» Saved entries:
- - -

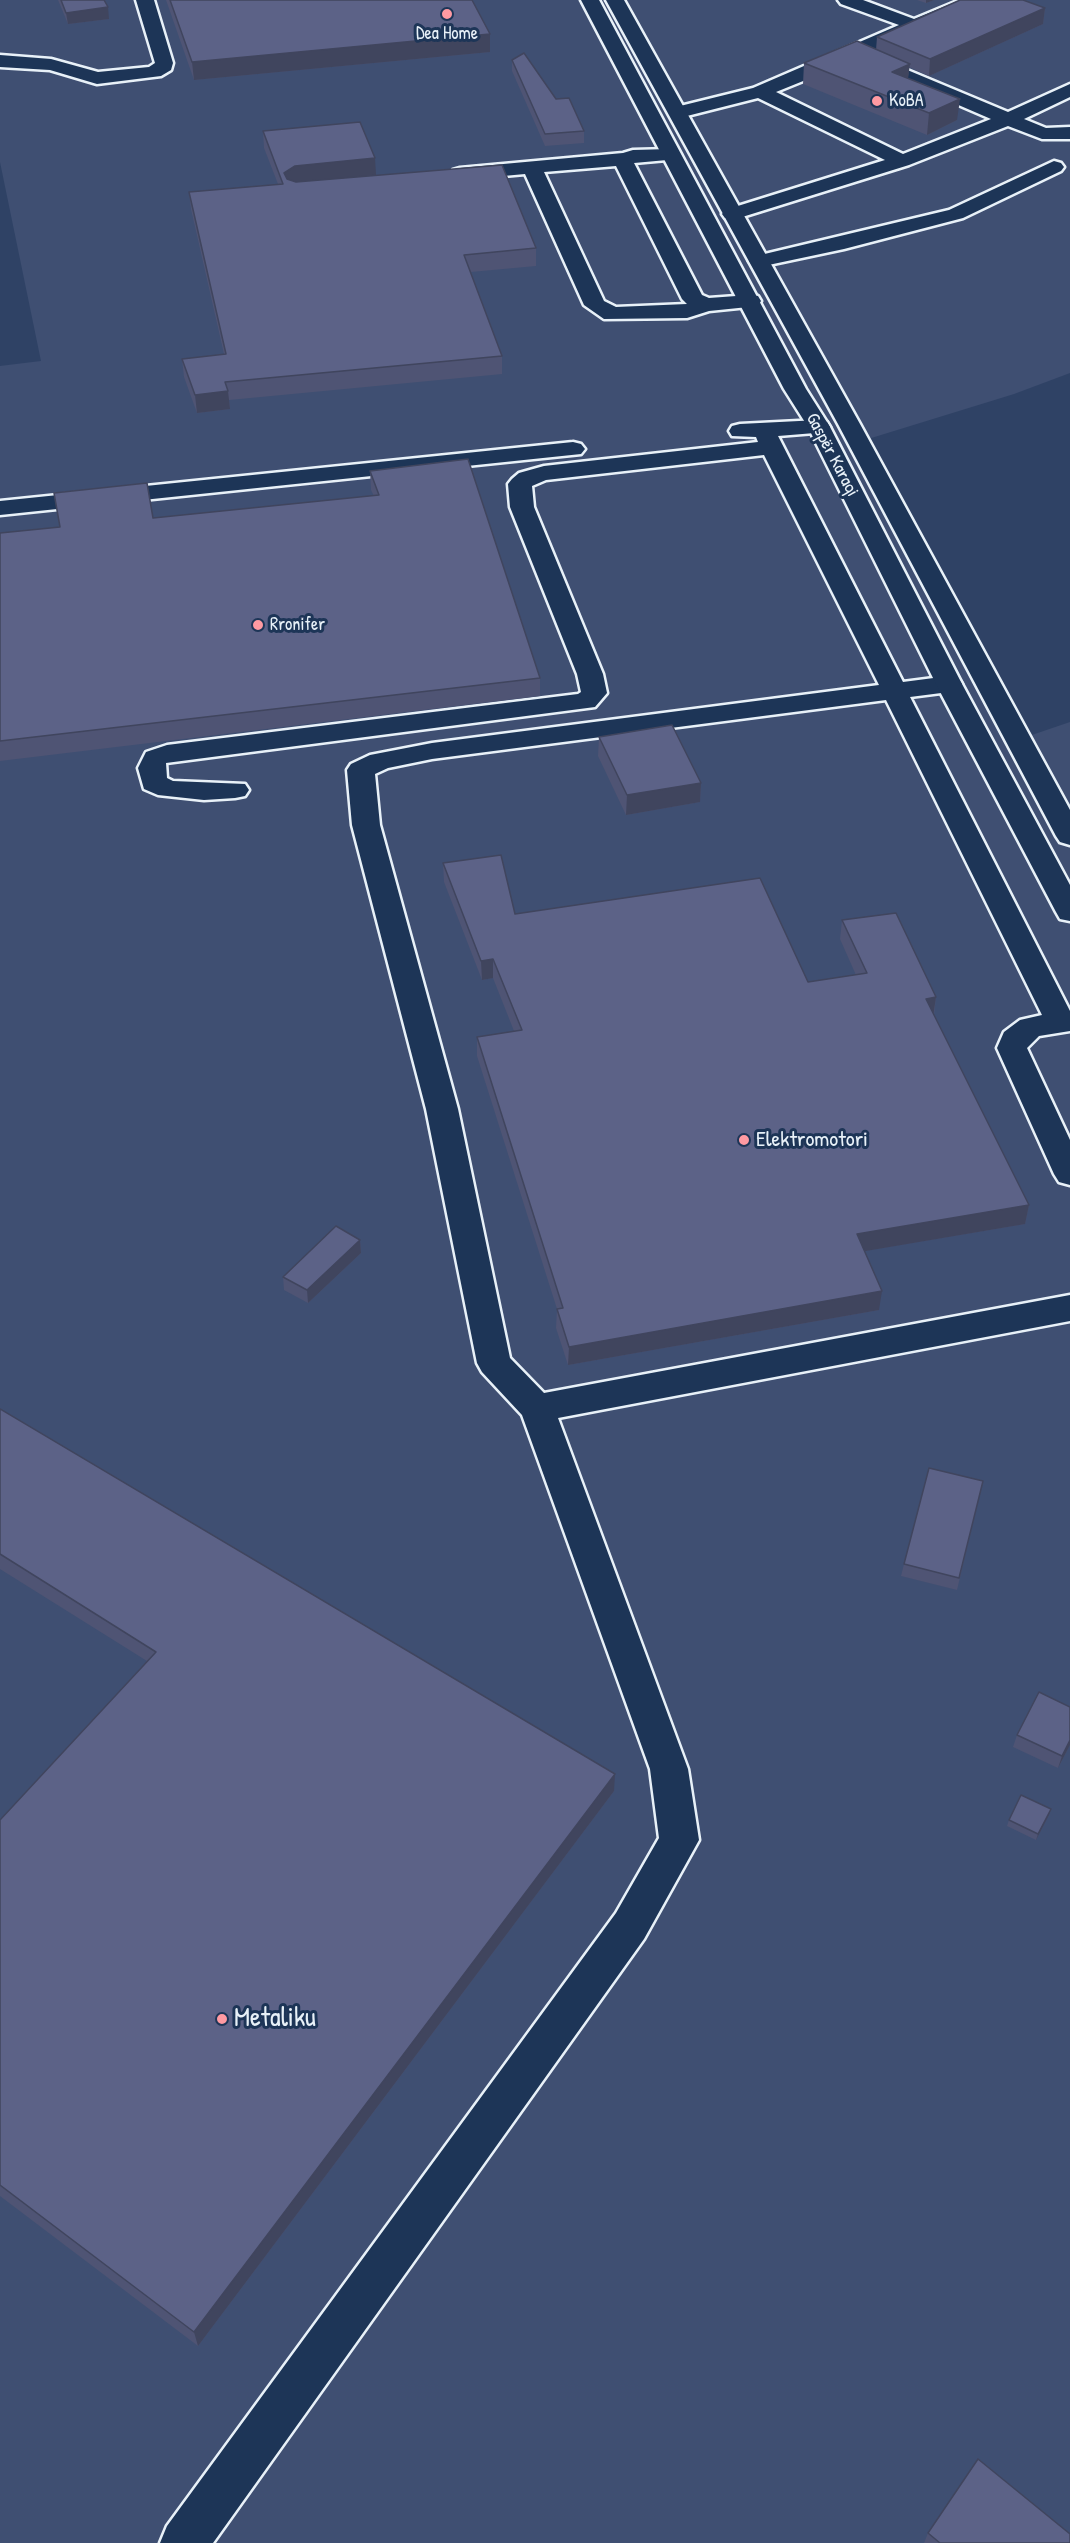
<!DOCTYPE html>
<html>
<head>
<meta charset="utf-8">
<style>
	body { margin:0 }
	canvas { display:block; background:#2f4265 }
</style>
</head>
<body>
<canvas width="1070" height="2543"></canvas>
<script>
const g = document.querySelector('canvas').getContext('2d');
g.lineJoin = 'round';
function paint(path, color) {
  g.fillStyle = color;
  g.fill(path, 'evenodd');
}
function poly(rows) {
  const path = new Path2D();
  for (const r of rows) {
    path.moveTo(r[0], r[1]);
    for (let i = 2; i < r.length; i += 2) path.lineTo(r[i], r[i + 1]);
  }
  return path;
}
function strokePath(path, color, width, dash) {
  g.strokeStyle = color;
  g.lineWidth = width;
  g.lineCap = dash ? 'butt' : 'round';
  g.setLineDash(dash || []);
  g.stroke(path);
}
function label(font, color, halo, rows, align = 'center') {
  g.font = font + ' "Patrick Hand",sans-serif';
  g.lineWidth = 6;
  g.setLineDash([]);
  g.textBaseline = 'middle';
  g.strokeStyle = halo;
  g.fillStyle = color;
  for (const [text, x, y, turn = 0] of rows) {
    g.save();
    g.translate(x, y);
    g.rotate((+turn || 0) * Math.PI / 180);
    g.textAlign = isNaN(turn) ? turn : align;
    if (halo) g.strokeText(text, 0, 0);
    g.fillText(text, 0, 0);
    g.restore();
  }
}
const built = poly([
	[0,0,1070,0,1070,373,1014,394,868,439,1029,736,1070,722,1070,2543,0,2543,0,366,41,361,0,162]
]);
const minor = poly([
	[136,0,154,0,173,63,171,70,161,76,97,84,50,70,0,67,0,55,51,59,98,72,149,67,155,63,136,0],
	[838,0,863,0,914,19,960,0,985,0,982,4,869,54,1008,112,1070,84,1070,97,1024,119,1046,128,1070,127,1070,139,1042,139,1008,126,909,165,739,218,725,218,722,214,725,210,885,160,758,98,679,118,669,112,672,108,753,88,899,25,841,4,838,0],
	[860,58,861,63,991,119,903,154,776,92,860,58],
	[671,149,678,151,681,155,678,159,634,163,702,295,709,298,750,295,758,296,761,301,758,306,709,311,687,318,604,319,584,305,525,174,460,180,453,178,450,174,453,170,460,168,623,153,633,150,671,149],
	[616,166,682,299,687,304,616,307,604,301,544,172,616,166],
	[1054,161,1061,163,1064,167,1061,171,963,218,844,249,759,267,752,265,749,261,752,257,949,210,1054,161],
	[819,420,827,422,830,427,827,432,778,436,903,682,949,676,958,678,962,684,958,690,949,692,910,697,1070,1011,1070,1031,1039,1036,1027,1048,1070,1140,1070,1185,1059,1182,1054,1174,997,1048,1004,1032,1020,1020,1042,1015,886,700,432,759,388,768,375,774,380,825,458,1109,510,1358,544,1393,1070,1295,1070,1321,558,1418,688,1769,699,1840,644,1939,213,2543,160,2543,167,2526,616,1913,659,1838,650,1769,522,1415,482,1372,477,1363,426,1109,352,825,347,770,351,764,370,755,432,743,879,685,764,455,546,480,532,486,534,507,603,674,607,693,595,707,166,763,167,778,173,781,245,784,249,790,245,796,235,798,204,800,158,795,144,789,138,768,146,752,167,745,578,694,581,692,577,674,510,507,508,484,512,479,519,473,544,466,758,442,756,437,732,436,729,431,732,426,740,424,819,420],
	[573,442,581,444,585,449,581,454,0,515,0,501,573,442]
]);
const major = poly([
	[581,0,599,0,806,389,830,427,962,684,1070,885,1070,921,1060,919,1056,912,936,684,808,427,784,389,581,0],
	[606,0,624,0,860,424,1070,810,1070,845,1060,842,1056,836,838,424,606,0]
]);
const wall = poly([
	[58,0,104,0,109,19,68,24],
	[166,0,472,0,490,34,490,52,194,80],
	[917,0,934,0,926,3],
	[1045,8,1043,24,929,76,909,67,908,78,957,120,927,135,803,84,804,63,876,50,877,37],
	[512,60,556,99,584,131,584,143,545,146,512,71],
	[263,131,376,175,336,179,536,248,536,266,471,272,502,356,502,374,229,400,230,409,197,413,184,377,182,359,224,354,191,209,189,192,278,184,264,148],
	[370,471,540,678,540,696,0,761,0,533,374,496,371,490],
	[599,737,701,783,700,802,626,815,598,756],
	[443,863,515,914,808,982,856,975,840,939,842,920,936,997,934,1015,1029,1205,1025,1224,864,1251,879,1310,568,1365,556,1328,557,1309,477,1056,477,1037,514,1031,493,978,482,980,444,882],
	[360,1240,361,1253,308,1303,284,1290,283,1277],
	[0,1409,614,1791,198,2346,0,2196,0,1820,147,1661,0,1569],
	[983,1481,957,1590,901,1576,904,1564],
	[1017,1735,1070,1745,1058,1768,1013,1747],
	[1051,1809,1049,1815,1036,1840,1007,1826,1009,1820],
	[928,2533,1070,2543,924,2543]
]);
const shadedWall = poly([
	[926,0,934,0,926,3],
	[108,7,109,19,68,24,66,13],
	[1045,8,1043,24,929,76,930,59],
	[490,34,490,52,194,80,192,62],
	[910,64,907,85,892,72],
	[960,99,957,120,927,135,929,113],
	[375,158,376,175,296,183,285,190,284,173,295,166],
	[228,391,230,409,197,413,195,395],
	[701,783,700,802,626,815,627,795],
	[493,959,493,978,482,980,481,961],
	[936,997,933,1017,926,999],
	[1029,1205,1025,1224,854,1253,857,1234],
	[360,1240,361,1253,308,1303,307,1290],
	[882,1291,879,1310,568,1365,569,1347],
	[1070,1740,1070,1745,1058,1768,1062,1756],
	[615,1774,614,1791,198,2346,194,2332],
	[1051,1809,1049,1815,1036,1840,1038,1834]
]);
const building = poly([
	[61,0,104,0,108,7,66,13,61,0],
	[170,0,472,0,490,34,192,62,170,0],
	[960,0,1023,0,1045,8,930,59,877,37,960,0],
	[857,41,910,64,892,72,960,99,929,113,804,63,857,41],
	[524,53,556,99,569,98,584,131,545,134,512,60,524,53],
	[360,122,375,158,295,166,284,173,287,179,296,182,502,165,536,248,464,255,502,356,225,382,228,391,195,395,182,359,226,354,189,192,283,184,263,131,360,122],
	[468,459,540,678,0,741,0,533,60,527,54,493,147,483,153,518,379,495,370,471,468,459],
	[672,725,701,783,627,795,599,737,672,725],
	[501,855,515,914,760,878,808,982,867,973,842,920,896,913,936,997,926,999,1029,1205,857,1234,882,1291,569,1347,557,1309,563,1308,477,1037,522,1030,493,959,481,961,443,863,501,855],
	[336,1226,360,1240,307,1290,283,1277,336,1226],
	[0,1409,615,1774,194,2332,0,2185,0,1820,156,1652,0,1554,0,1409],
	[929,1468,983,1481,959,1578,904,1564,929,1468],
	[1039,1692,1070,1707,1070,1740,1062,1756,1017,1735,1039,1692],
	[1021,1795,1051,1809,1038,1834,1009,1820,1021,1795],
	[978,2459,1070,2534,1070,2543,940,2543,928,2533,978,2459]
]);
const markers = [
	[447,14,6,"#ff9aa2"],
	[877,101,6,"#ff9aa2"],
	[258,625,6,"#ff9aa2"],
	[744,1140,6,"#ff9aa2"],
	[222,2019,6,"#ff9aa2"]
];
const farPoinames = [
	["Dea Home",447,34,"center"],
	["KoBA",889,101],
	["Rronifer",270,625]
];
const farStreetnames = [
	["Gaspër Karaqi",832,455,62]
];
const poiNames = [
	["Elektromotori",756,1140]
];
const nearPoinames = [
	["Metaliku",234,2019]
];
paint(built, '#3f4f72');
strokePath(minor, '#e8f1f8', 5);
strokePath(major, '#e8f1f8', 5);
paint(minor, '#1d3557');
paint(major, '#1d3557');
paint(wall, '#4f5474');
paint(shadedWall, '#40455e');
paint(building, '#5c6287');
strokePath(building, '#40455e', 1.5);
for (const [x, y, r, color] of markers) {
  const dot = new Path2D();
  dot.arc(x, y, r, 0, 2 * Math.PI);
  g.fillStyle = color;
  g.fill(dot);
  strokePath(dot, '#1d3557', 2);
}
label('18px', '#e8f1f8', '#1d3557', farPoinames, 'left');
label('18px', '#e8f1f8', '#1d3557', farStreetnames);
label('22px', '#e8f1f8', '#1d3557', poiNames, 'left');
label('27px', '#e8f1f8', '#1d3557', nearPoinames, 'left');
</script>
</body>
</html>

- - -

» To do: Across the data, pull every line containing the string "strokeStyle".

» Written solution:
  g.strokeStyle = color;
  g.strokeStyle = halo;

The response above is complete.